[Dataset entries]
---*---

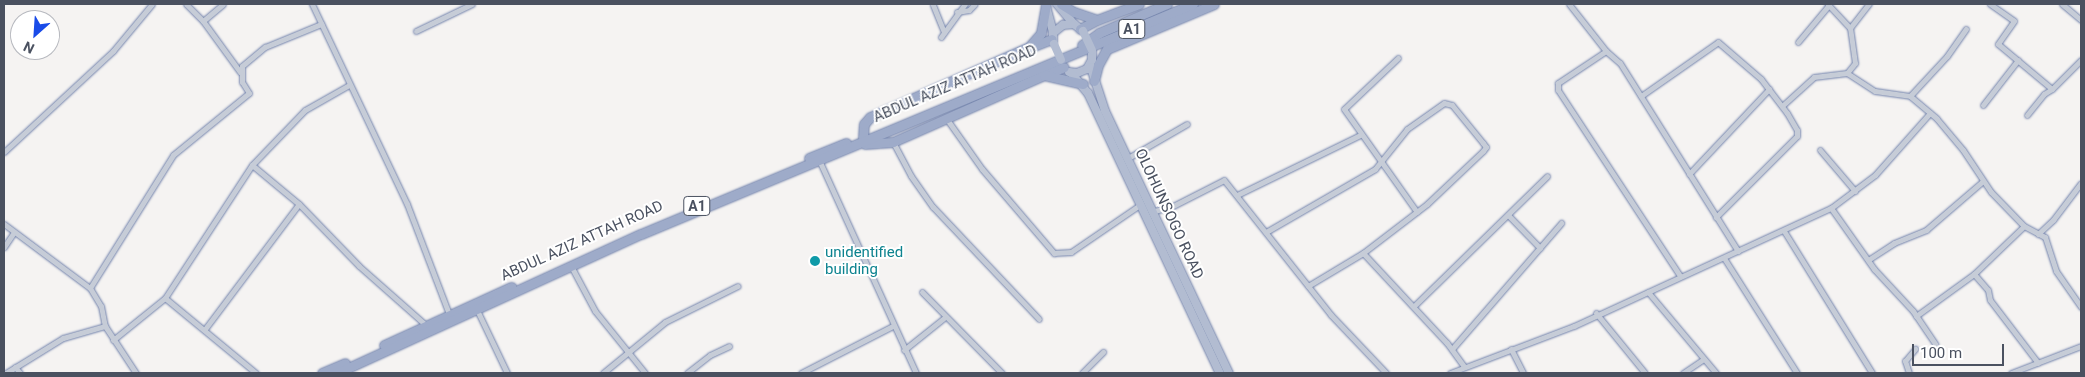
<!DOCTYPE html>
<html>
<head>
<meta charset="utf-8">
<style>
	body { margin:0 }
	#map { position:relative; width:2085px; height:377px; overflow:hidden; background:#f5f3f2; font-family:Roboto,sans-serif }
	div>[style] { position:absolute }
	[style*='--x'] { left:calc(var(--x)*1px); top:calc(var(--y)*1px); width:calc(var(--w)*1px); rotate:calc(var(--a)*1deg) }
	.roads { filter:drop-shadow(0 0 1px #7585ad) drop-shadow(0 0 1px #7585ad) }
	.minor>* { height:5px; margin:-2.5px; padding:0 2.5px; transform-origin:2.5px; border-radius:2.5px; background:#c6ccd7 }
	.primary>* { height:8px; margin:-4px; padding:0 4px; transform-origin:4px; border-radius:4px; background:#b2bcd1 }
	.trunk>* { height:9px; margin:-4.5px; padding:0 4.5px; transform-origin:4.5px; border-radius:4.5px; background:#9eabc9 }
	.primary-bridge>* { height:8px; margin:-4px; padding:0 4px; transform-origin:4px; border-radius:4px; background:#b2bcd1 }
	.dots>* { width:14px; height:14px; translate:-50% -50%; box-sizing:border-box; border:2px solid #fff; border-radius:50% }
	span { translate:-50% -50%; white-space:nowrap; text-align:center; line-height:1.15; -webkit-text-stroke:4px #fff; paint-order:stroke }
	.shield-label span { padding:1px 4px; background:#fff; border:1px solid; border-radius:4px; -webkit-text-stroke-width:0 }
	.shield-label { font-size:14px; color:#4a5160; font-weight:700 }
	.street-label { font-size:15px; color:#4a5160 }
	.culture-label { font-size:15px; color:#0d838f }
	.left { translate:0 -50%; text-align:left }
	.frame { position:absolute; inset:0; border:5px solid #4a5160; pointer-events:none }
	.north { position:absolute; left:10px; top:10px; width:50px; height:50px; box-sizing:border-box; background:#fff; border:1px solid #b7b9bf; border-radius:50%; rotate:206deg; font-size:14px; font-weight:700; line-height:20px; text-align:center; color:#4a5160 }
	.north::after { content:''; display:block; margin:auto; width:18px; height:22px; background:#194be8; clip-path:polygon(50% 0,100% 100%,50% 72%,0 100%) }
	.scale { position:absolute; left:1912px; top:344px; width:92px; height:22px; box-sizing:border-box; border:2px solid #4a5160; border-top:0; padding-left:6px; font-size:15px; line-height:18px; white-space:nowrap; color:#4a5160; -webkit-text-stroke:4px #fff; paint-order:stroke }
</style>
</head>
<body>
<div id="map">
	<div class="roads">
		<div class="minor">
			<div style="--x:186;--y:4;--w:24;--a:45"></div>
			<div style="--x:203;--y:21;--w:63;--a:54"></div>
			<div style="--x:312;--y:4;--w:221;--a:64.6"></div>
			<div style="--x:407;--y:204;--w:118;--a:69.1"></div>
			<div style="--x:1569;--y:4;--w:60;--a:51.8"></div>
			<div style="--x:1606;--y:51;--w:18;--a:41"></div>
			<div style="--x:1620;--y:63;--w:222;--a:57.9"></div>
			<div style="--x:1990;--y:4;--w:29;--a:35"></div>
			<div style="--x:2014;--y:21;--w:28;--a:125"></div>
			<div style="--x:1998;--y:44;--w:70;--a:39.8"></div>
			<div style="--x:2062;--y:4;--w:25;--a:40"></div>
			<div style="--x:933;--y:5;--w:29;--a:68"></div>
			<div style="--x:957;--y:12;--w:12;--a:-9"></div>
			<div style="--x:969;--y:10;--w:8;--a:-45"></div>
			<div style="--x:203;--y:21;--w:26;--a:-40"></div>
			<div style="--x:1850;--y:28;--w:31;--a:-52"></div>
			<div style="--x:416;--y:31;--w:62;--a:-25.7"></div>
			<div style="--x:941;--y:37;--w:41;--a:-54"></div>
			<div style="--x:1798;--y:42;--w:48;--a:-50"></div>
			<div style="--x:1606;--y:51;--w:58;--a:146.3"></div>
			<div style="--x:1558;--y:83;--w:7;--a:90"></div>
			<div style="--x:1558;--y:90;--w:222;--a:56.7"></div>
			<div style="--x:1398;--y:58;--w:74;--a:136.6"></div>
			<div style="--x:1344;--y:109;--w:126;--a:54.7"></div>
			<div style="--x:1847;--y:73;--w:33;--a:33"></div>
			<div style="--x:1875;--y:91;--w:35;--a:8"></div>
			<div style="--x:1910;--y:96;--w:35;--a:40"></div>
			<div style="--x:1937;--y:119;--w:40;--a:50"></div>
			<div style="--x:1963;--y:150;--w:50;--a:56.3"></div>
			<div style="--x:1991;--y:192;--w:47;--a:45.9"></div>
			<div style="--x:2024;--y:226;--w:24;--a:28"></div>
			<div style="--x:2045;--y:237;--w:36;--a:72"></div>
			<div style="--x:2056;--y:271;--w:44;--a:55.2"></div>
			<div style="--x:1641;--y:96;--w:94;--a:-35"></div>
			<div style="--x:1718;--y:42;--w:57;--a:40.7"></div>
			<div style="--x:1761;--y:79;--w:43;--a:52.6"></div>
			<div style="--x:1787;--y:113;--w:20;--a:60"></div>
			<div style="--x:1797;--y:130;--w:6;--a:90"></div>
			<div style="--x:1797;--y:136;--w:115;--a:135"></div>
			<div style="--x:1910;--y:96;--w:54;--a:-47.2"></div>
			<div style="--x:1947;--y:56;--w:33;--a:-55"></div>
			<div style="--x:1983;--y:105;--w:57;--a:-52.1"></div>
			<div style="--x:1782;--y:106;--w:43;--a:-42.2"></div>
			<div style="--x:1814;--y:77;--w:33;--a:-7"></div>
			<div style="--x:1847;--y:73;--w:13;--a:-51"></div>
			<div style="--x:1855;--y:63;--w:35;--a:-98"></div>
			<div style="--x:1850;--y:28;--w:33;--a:-133"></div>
			<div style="--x:2027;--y:115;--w:27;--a:-51"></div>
			<div style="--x:2044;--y:94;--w:9;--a:-32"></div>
			<div style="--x:2052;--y:89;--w:41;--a:-45"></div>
			<div style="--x:946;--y:118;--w:62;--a:54.8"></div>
			<div style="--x:982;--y:169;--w:111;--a:49.4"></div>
			<div style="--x:1054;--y:253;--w:17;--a:-3"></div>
			<div style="--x:1071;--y:252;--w:85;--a:-34.4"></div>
			<div style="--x:893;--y:142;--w:38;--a:62"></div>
			<div style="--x:911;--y:176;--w:38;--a:55"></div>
			<div style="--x:933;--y:207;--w:154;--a:46.6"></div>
			<div style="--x:1820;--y:150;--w:54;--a:49.5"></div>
			<div style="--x:4;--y:152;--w:149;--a:-42.8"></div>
			<div style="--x:113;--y:51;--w:61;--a:-50.3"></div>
			<div style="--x:1128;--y:158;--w:68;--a:-30"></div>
			<div style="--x:819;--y:160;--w:234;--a:65.5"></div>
			<div style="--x:252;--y:165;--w:61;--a:39.7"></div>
			<div style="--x:299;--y:204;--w:86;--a:45.9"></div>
			<div style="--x:359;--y:266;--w:92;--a:41.5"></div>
			<div style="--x:1689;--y:174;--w:117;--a:-46.7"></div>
			<div style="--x:1237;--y:195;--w:137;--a:-26"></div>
			<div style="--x:1831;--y:208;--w:75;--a:54.8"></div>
			<div style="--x:1874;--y:269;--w:57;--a:47.1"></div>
			<div style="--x:1913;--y:311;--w:40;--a:56"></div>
			<div style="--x:1154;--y:211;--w:17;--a:-13"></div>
			<div style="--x:1171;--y:207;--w:59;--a:-27"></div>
			<div style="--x:1224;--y:180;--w:172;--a:51.6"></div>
			<div style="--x:1331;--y:315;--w:80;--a:46.5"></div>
			<div style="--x:1508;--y:215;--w:46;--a:45.9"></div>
			<div style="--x:4;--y:224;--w:107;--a:36.7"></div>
			<div style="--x:90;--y:288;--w:21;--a:59"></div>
			<div style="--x:101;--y:306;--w:20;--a:79"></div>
			<div style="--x:105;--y:326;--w:56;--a:56.6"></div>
			<div style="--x:1784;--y:231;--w:167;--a:58.2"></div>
			<div style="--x:1266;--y:232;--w:126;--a:-30"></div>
			<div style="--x:1375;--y:169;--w:51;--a:-51.3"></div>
			<div style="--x:1407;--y:129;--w:45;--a:-35.1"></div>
			<div style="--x:1444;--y:103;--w:8;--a:14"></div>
			<div style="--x:1452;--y:105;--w:49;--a:50.8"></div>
			<div style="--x:1483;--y:143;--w:5;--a:53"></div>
			<div style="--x:1486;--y:147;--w:5;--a:127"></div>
			<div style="--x:1483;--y:151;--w:77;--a:136.6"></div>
			<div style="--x:1427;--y:204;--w:81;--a:142.6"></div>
			<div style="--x:1363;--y:253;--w:64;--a:149"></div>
			<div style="--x:2038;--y:234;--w:21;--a:-43"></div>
			<div style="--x:2053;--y:220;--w:46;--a:-52.9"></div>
			<div style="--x:4;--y:247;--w:18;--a:-56"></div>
			<div style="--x:1363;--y:253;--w:123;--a:47"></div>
			<div style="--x:1447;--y:343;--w:29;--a:54"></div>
			<div style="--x:1724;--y:258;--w:136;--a:57.6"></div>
			<div style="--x:1868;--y:260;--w:31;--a:-33"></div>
			<div style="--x:1894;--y:243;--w:35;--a:-22"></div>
			<div style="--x:1926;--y:230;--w:75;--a:-40.7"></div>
			<div style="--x:571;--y:266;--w:51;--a:61.9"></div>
			<div style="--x:595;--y:311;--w:80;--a:51.1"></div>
			<div style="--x:1974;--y:274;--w:21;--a:49"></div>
			<div style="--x:1988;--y:290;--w:10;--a:79"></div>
			<div style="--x:1990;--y:300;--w:79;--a:52.7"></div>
			<div style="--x:90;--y:288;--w:157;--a:-58"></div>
			<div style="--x:173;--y:155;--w:98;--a:-39.2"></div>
			<div style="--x:249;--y:93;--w:13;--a:-122"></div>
			<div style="--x:242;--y:82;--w:16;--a:-90"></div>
			<div style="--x:242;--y:66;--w:30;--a:-40"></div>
			<div style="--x:265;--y:47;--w:61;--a:-22.3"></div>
			<div style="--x:922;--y:292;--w:114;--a:45.4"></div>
			<div style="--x:1648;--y:292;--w:106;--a:50"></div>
			<div style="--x:165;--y:298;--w:118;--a:39.5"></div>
			<div style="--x:1414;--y:306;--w:186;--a:-44.3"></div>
			<div style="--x:477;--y:310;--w:70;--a:64.5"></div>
			<div style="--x:1596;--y:313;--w:77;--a:50.8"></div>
			<div style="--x:1916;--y:316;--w:72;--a:-35.9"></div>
			<div style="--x:1974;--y:274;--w:69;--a:-43.8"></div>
			<div style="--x:205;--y:329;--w:156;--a:-53.1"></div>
			<div style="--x:113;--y:340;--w:67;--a:-38.9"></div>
			<div style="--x:165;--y:298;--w:159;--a:-56.8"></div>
			<div style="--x:252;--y:165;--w:76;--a:-46.1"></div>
			<div style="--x:305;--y:110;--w:51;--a:-29.6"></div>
			<div style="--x:1452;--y:349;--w:167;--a:-49.1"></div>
			<div style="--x:1511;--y:349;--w:27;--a:63"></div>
			<div style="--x:904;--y:350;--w:51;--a:-38.7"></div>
			<div style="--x:15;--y:367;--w:8;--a:50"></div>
			<div style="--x:6;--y:373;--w:67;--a:-31.6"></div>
			<div style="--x:63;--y:338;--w:44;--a:-15.9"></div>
			<div style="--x:603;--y:373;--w:80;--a:-39.4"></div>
			<div style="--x:665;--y:322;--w:81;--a:-26.3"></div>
			<div style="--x:687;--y:373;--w:29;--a:-38"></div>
			<div style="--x:710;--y:355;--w:21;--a:-25"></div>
			<div style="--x:801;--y:373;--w:103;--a:-27.1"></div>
			<div style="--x:1082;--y:373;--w:30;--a:-45"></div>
			<div style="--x:1450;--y:373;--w:133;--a:-20.8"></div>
			<div style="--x:1574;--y:326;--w:283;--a:-24.7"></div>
			<div style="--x:1831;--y:208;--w:55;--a:-36.9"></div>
			<div style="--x:1875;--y:175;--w:83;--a:-48.4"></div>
			<div style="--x:1683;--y:373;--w:25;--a:-34"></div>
			<div style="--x:1909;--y:373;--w:13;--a:-108"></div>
			<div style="--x:1905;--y:361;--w:16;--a:-50"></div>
			<div style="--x:2011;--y:373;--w:75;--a:-21.1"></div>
		</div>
		<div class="primary">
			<div style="--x:1057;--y:4;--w:26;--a:50"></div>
			<div style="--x:1046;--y:6;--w:28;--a:75"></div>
			<div style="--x:1053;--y:42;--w:9;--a:-90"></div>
			<div style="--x:1053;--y:33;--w:13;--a:-39"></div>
			<div style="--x:1063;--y:25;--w:11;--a:-5"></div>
			<div style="--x:1074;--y:24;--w:11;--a:38"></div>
			<div style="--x:1090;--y:65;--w:48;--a:71.9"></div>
			<div style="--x:1105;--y:111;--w:290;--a:64.7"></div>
			<div style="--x:1069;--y:72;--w:8;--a:7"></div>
			<div style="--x:1077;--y:73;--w:11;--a:-22"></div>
			<div style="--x:1087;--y:69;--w:10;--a:-61"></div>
			<div style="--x:1092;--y:60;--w:10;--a:-90"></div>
			<div style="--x:1071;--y:73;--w:26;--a:50"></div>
			<div style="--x:1088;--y:93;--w:310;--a:64.8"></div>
		</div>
		<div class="trunk">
			<div style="--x:1061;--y:4;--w:15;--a:32"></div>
			<div style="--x:1074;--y:12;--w:24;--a:19"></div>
			<div style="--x:1097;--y:20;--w:45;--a:-20.9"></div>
			<div style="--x:1080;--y:29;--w:19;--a:-28"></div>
			<div style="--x:1082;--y:45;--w:21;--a:-35"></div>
			<div style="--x:1099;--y:33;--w:74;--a:-23.1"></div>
			<div style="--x:1031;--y:47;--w:22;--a:-21"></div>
			<div style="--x:1047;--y:74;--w:18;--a:-22"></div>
			<div style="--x:1094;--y:81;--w:16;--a:-76"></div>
			<div style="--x:1098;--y:65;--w:18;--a:-61"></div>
			<div style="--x:1107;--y:49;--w:116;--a:-22.8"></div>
			<div style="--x:863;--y:137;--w:13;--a:-86"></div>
			<div style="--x:864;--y:124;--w:9;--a:-49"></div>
			<div style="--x:870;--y:117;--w:174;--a:-23.8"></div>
			<div style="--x:1029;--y:47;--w:18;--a:-49"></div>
			<div style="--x:1041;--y:33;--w:27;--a:-80"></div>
			<div style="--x:865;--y:144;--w:28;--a:-4"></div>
			<div style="--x:893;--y:142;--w:165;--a:-23.9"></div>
			<div style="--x:1044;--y:75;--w:40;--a:13"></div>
			<div style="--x:809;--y:158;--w:40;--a:-22"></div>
			<div style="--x:384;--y:345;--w:140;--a:-24.5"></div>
			<div style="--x:322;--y:373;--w:25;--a:-23"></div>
			<div style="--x:337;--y:373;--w:334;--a:-24.6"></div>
			<div style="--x:641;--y:234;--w:598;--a:-22.62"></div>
		</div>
	</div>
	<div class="primary-bridge">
		<div style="--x:1083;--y:31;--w:21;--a:65"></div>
		<div style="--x:1054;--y:44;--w:17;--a:66"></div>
	</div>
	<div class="dots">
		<div style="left:815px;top:261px;background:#0f9aa8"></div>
	</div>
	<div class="shield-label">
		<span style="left:1132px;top:29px">A1</span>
		<span style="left:697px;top:206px">A1</span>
	</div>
	<div class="street-label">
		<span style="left:955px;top:84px;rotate:-23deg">ABDUL AZIZ ATTAH ROAD</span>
		<span style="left:1169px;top:214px;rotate:65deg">OLOHUNSOGO ROAD</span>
		<span style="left:582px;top:241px;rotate:-24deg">ABDUL AZIZ ATTAH ROAD</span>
	</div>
	<div class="culture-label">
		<span class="left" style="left:825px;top:261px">unidentified<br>building</span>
	</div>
	<div class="frame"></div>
	<div class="north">N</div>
	<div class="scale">100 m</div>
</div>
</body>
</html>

---*---

### Required action
Print once more, exactly, the lines that start at the top of the records above and end at the line with "padding:1px 4px; background:#fff;", skipping all pictures.

### Worked solution
<!DOCTYPE html>
<html>
<head>
<meta charset="utf-8">
<style>
	body { margin:0 }
	#map { position:relative; width:2085px; height:377px; overflow:hidden; background:#f5f3f2; font-family:Roboto,sans-serif }
	div>[style] { position:absolute }
	[style*='--x'] { left:calc(var(--x)*1px); top:calc(var(--y)*1px); width:calc(var(--w)*1px); rotate:calc(var(--a)*1deg) }
	.roads { filter:drop-shadow(0 0 1px #7585ad) drop-shadow(0 0 1px #7585ad) }
	.minor>* { height:5px; margin:-2.5px; padding:0 2.5px; transform-origin:2.5px; border-radius:2.5px; background:#c6ccd7 }
	.primary>* { height:8px; margin:-4px; padding:0 4px; transform-origin:4px; border-radius:4px; background:#b2bcd1 }
	.trunk>* { height:9px; margin:-4.5px; padding:0 4.5px; transform-origin:4.5px; border-radius:4.5px; background:#9eabc9 }
	.primary-bridge>* { height:8px; margin:-4px; padding:0 4px; transform-origin:4px; border-radius:4px; background:#b2bcd1 }
	.dots>* { width:14px; height:14px; translate:-50% -50%; box-sizing:border-box; border:2px solid #fff; border-radius:50% }
	span { translate:-50% -50%; white-space:nowrap; text-align:center; line-height:1.15; -webkit-text-stroke:4px #fff; paint-order:stroke }
	.shield-label span { padding:1px 4px; background:#fff; border:1px solid; border-radius:4px; -webkit-text-stroke-width:0 }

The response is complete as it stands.